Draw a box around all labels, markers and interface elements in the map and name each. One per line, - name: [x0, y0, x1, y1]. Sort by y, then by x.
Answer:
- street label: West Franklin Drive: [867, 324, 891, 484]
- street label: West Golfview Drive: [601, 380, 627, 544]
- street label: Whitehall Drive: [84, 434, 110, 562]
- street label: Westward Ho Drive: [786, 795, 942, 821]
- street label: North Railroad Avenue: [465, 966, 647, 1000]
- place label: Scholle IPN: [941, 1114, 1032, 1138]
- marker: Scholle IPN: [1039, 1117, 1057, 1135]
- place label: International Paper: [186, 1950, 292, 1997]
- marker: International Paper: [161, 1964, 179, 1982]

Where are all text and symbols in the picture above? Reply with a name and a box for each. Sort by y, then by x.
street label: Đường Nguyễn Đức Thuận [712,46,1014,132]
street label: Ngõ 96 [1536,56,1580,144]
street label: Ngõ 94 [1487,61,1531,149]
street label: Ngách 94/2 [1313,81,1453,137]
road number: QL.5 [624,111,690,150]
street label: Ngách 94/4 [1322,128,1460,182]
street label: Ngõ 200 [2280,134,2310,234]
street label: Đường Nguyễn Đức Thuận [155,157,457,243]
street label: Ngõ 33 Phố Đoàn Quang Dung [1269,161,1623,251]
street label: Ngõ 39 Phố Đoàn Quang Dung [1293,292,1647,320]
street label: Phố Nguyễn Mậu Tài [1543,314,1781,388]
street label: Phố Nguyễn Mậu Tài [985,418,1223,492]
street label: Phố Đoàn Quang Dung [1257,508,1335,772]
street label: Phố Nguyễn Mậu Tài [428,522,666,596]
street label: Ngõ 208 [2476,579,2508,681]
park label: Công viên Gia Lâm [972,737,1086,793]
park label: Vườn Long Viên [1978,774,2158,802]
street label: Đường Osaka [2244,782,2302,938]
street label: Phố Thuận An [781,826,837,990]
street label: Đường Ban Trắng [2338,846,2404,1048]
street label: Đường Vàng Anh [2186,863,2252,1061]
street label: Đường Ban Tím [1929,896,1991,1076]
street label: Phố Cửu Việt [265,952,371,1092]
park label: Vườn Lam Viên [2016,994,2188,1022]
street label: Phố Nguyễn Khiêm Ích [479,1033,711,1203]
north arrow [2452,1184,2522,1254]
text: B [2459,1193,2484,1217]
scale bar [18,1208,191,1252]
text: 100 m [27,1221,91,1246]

--------

* **EXERCISE AIM**
Copy out each line of the records character for character.

* **RESPONSE TO THIS TASK**
Draw a box around all labels, markers and interface elements in the map and name each. One per line, - name: [x0, y0, x1, y1]. Sort by y, then by x.
Answer:
- street label: West Franklin Drive: [867, 324, 891, 484]
- street label: West Golfview Drive: [601, 380, 627, 544]
- street label: Whitehall Drive: [84, 434, 110, 562]
- street label: Westward Ho Drive: [786, 795, 942, 821]
- street label: North Railroad Avenue: [465, 966, 647, 1000]
- place label: Scholle IPN: [941, 1114, 1032, 1138]
- marker: Scholle IPN: [1039, 1117, 1057, 1135]
- place label: International Paper: [186, 1950, 292, 1997]
- marker: International Paper: [161, 1964, 179, 1982]

Where are all text and symbols in the picture above? Reply with a name and a box for each. Sort by y, then by x.
street label: Đường Nguyễn Đức Thuận [712,46,1014,132]
street label: Ngõ 96 [1536,56,1580,144]
street label: Ngõ 94 [1487,61,1531,149]
street label: Ngách 94/2 [1313,81,1453,137]
road number: QL.5 [624,111,690,150]
street label: Ngách 94/4 [1322,128,1460,182]
street label: Ngõ 200 [2280,134,2310,234]
street label: Đường Nguyễn Đức Thuận [155,157,457,243]
street label: Ngõ 33 Phố Đoàn Quang Dung [1269,161,1623,251]
street label: Ngõ 39 Phố Đoàn Quang Dung [1293,292,1647,320]
street label: Phố Nguyễn Mậu Tài [1543,314,1781,388]
street label: Phố Nguyễn Mậu Tài [985,418,1223,492]
street label: Phố Đoàn Quang Dung [1257,508,1335,772]
street label: Phố Nguyễn Mậu Tài [428,522,666,596]
street label: Ngõ 208 [2476,579,2508,681]
park label: Công viên Gia Lâm [972,737,1086,793]
park label: Vườn Long Viên [1978,774,2158,802]
street label: Đường Osaka [2244,782,2302,938]
street label: Phố Thuận An [781,826,837,990]
street label: Đường Ban Trắng [2338,846,2404,1048]
street label: Đường Vàng Anh [2186,863,2252,1061]
street label: Đường Ban Tím [1929,896,1991,1076]
street label: Phố Cửu Việt [265,952,371,1092]
park label: Vườn Lam Viên [2016,994,2188,1022]
street label: Phố Nguyễn Khiêm Ích [479,1033,711,1203]
north arrow [2452,1184,2522,1254]
text: B [2459,1193,2484,1217]
scale bar [18,1208,191,1252]
text: 100 m [27,1221,91,1246]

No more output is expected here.